Gibson v. Texas Dep’t of Ins. – Div. of Workers’ Comp.
By Michael Hoven – Edited by Daniella Adler
Gibson v. Texas Dep’t of Ins. – Div. of Workers’ Comp., No. 11-11136 (5th Cir. Oct. 30, 2012)
Slip Opinion
The United States Court of Appeals for the Fifth Circuit affirmed in part and reversed in part the Northern District of Texas, which had dismissed John Gibson’s claim that a Texas law barring him from using the words “Texas” and “workers’ compensation” or “workers’ comp.” in his domain name violated the First, Fifth, and Fourteenth Amendments.
The Fifth Circuit held that appellant had successfully stated a claim under the First Amendment, remanded the case for further review of that claim, and affirmed the dismissal of the Fifth and Fourteenth Amendment claims. In so holding, the court did not decide whether appellant’s speech was commercial or noncommercial. Instead, the court found that his speech warranted First Amendment review even if commercial, and explicitly reserved appellant’s right to further develop the argument that his speech was “ordinary, communicative speech.” Gibson, No. 11-11136 at 7.

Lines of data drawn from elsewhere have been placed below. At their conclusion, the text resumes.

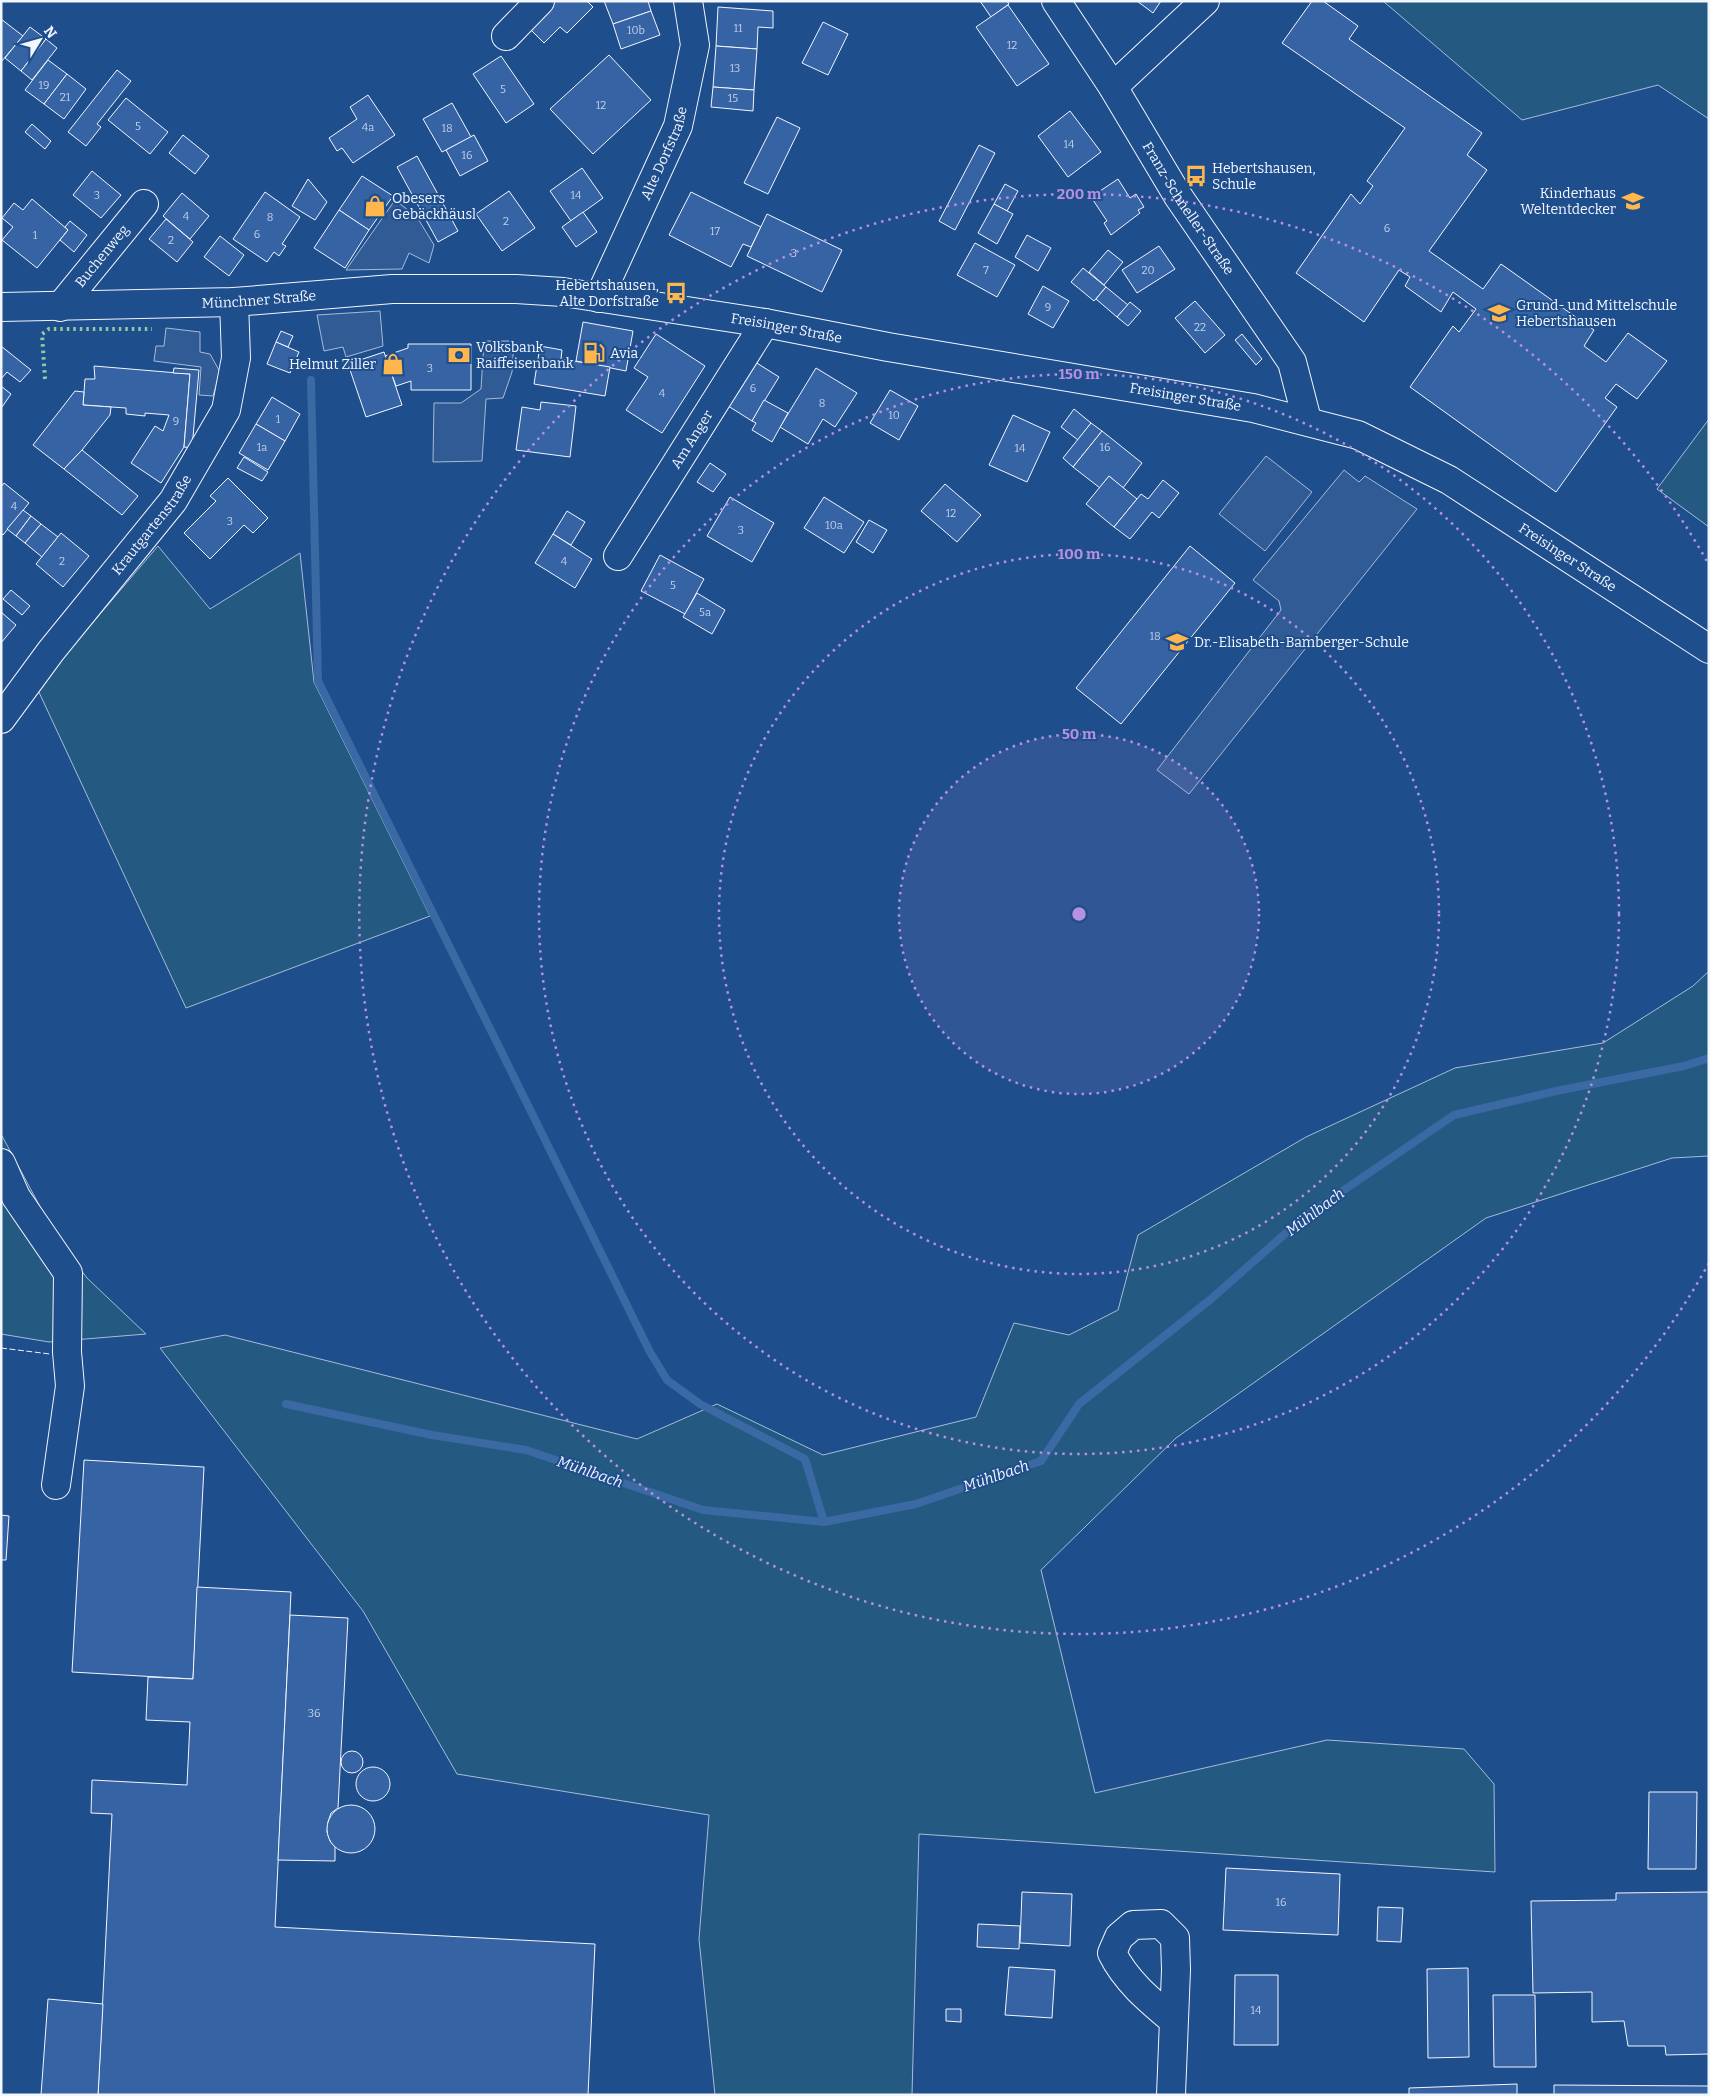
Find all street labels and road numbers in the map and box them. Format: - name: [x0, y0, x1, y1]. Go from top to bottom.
- street label: Alte Dorfstraße: [637, 105, 691, 203]
- street label: Franz-Schneller-Straße: [1139, 139, 1238, 278]
- street label: Buchenweg: [72, 221, 133, 291]
- street label: Münchner Straße: [201, 287, 317, 312]
- street label: Freisinger Straße: [730, 310, 843, 347]
- street label: Freisinger Straße: [1128, 380, 1242, 415]
- street label: Am Anger: [667, 407, 717, 472]
- street label: Krautgartenstraße: [108, 472, 195, 578]
- street label: Freisinger Straße: [1516, 520, 1619, 595]

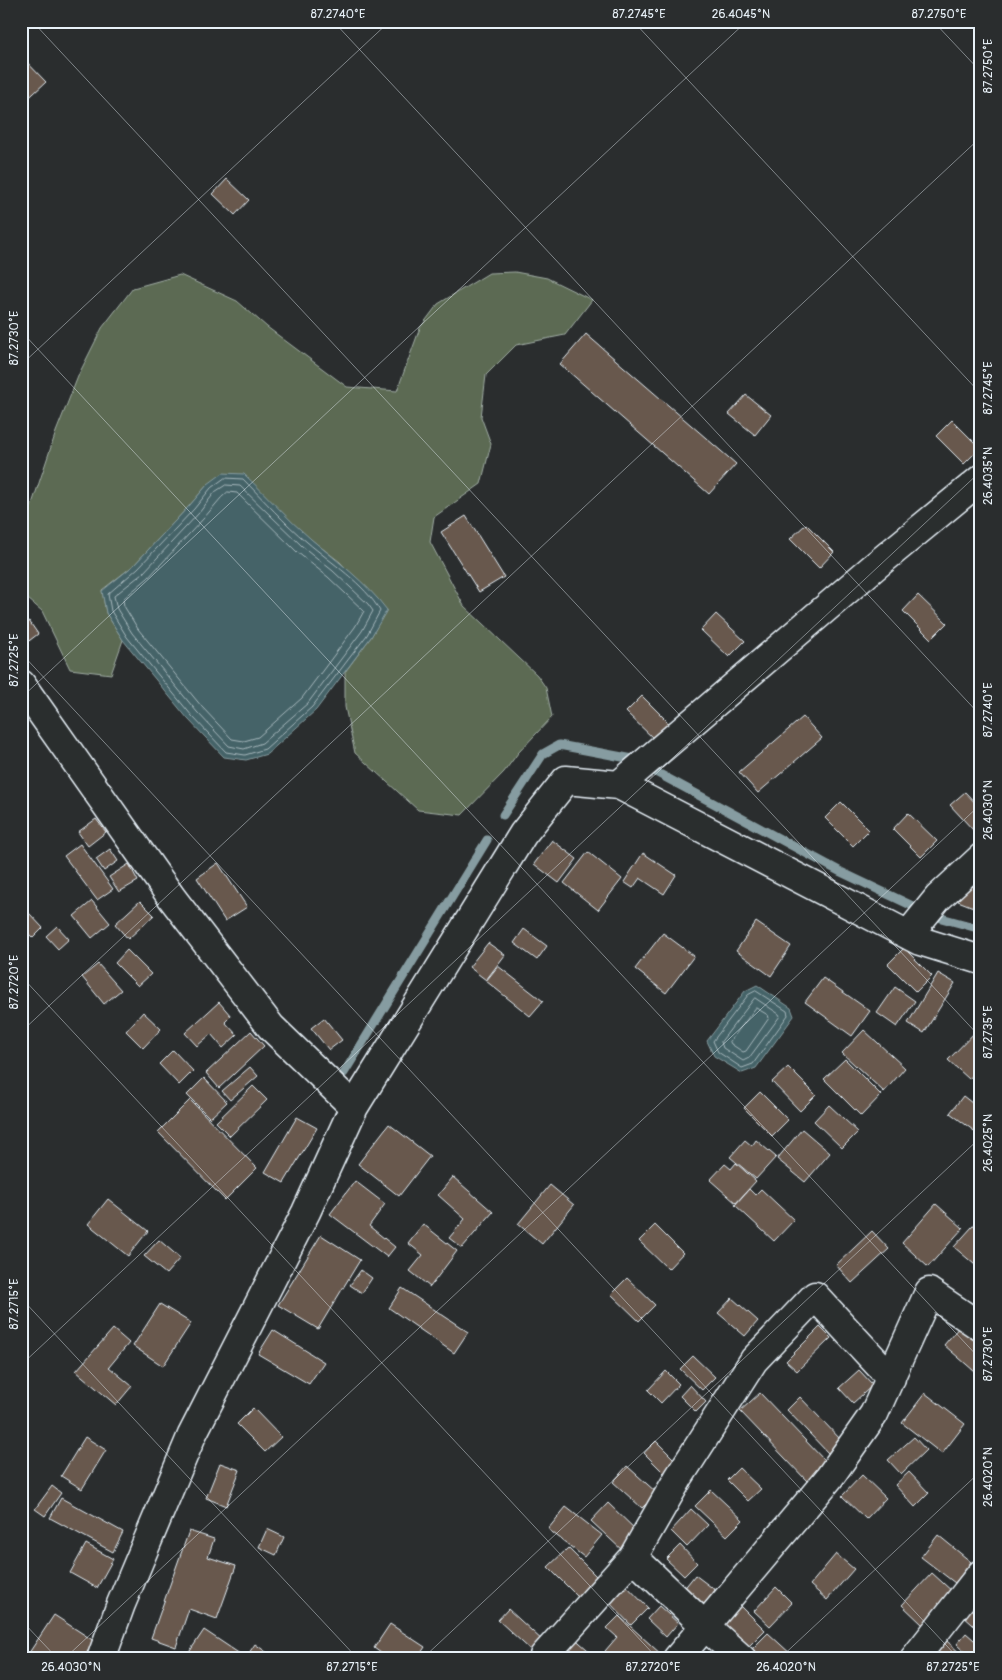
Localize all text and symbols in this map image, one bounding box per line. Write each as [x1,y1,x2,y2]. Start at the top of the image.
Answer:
text: 87.2740°E [311,7,365,22]
text: 87.2745°E [612,7,666,22]
text: 26.4045°N [712,7,770,22]
text: 87.2750°E [912,7,966,22]
text: 87.2750°E [981,39,996,93]
text: 87.2730°E [7,311,22,365]
text: 87.2745°E [981,361,996,415]
text: 26.4035°N [981,447,996,505]
text: 87.2725°E [7,634,22,686]
text: 87.2740°E [981,683,996,737]
text: 26.4030°N [981,780,996,840]
text: 87.2720°E [7,955,22,1009]
text: 87.2735°E [981,1006,996,1058]
text: 26.4025°N [981,1114,996,1172]
text: 87.2715°E [7,1279,22,1329]
text: 87.2730°E [981,1327,996,1381]
text: 26.4020°N [981,1447,996,1507]
text: 26.4030°N [41,1660,101,1675]
text: 87.2715°E [327,1660,377,1675]
text: 87.2720°E [626,1660,680,1675]
text: 26.4020°N [756,1660,816,1675]
text: 87.2725°E [927,1660,979,1675]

The Wall Street Journal Law Blog provides an overview of the case. JD Supra agrees with the decision and speculates that the Texas Department of Insurance is unlikely to win the case. Techdirt notes that this decision, which opens the door to giving domain names First Amendment protection, conflicts with the federal government’s history of seizing domain names.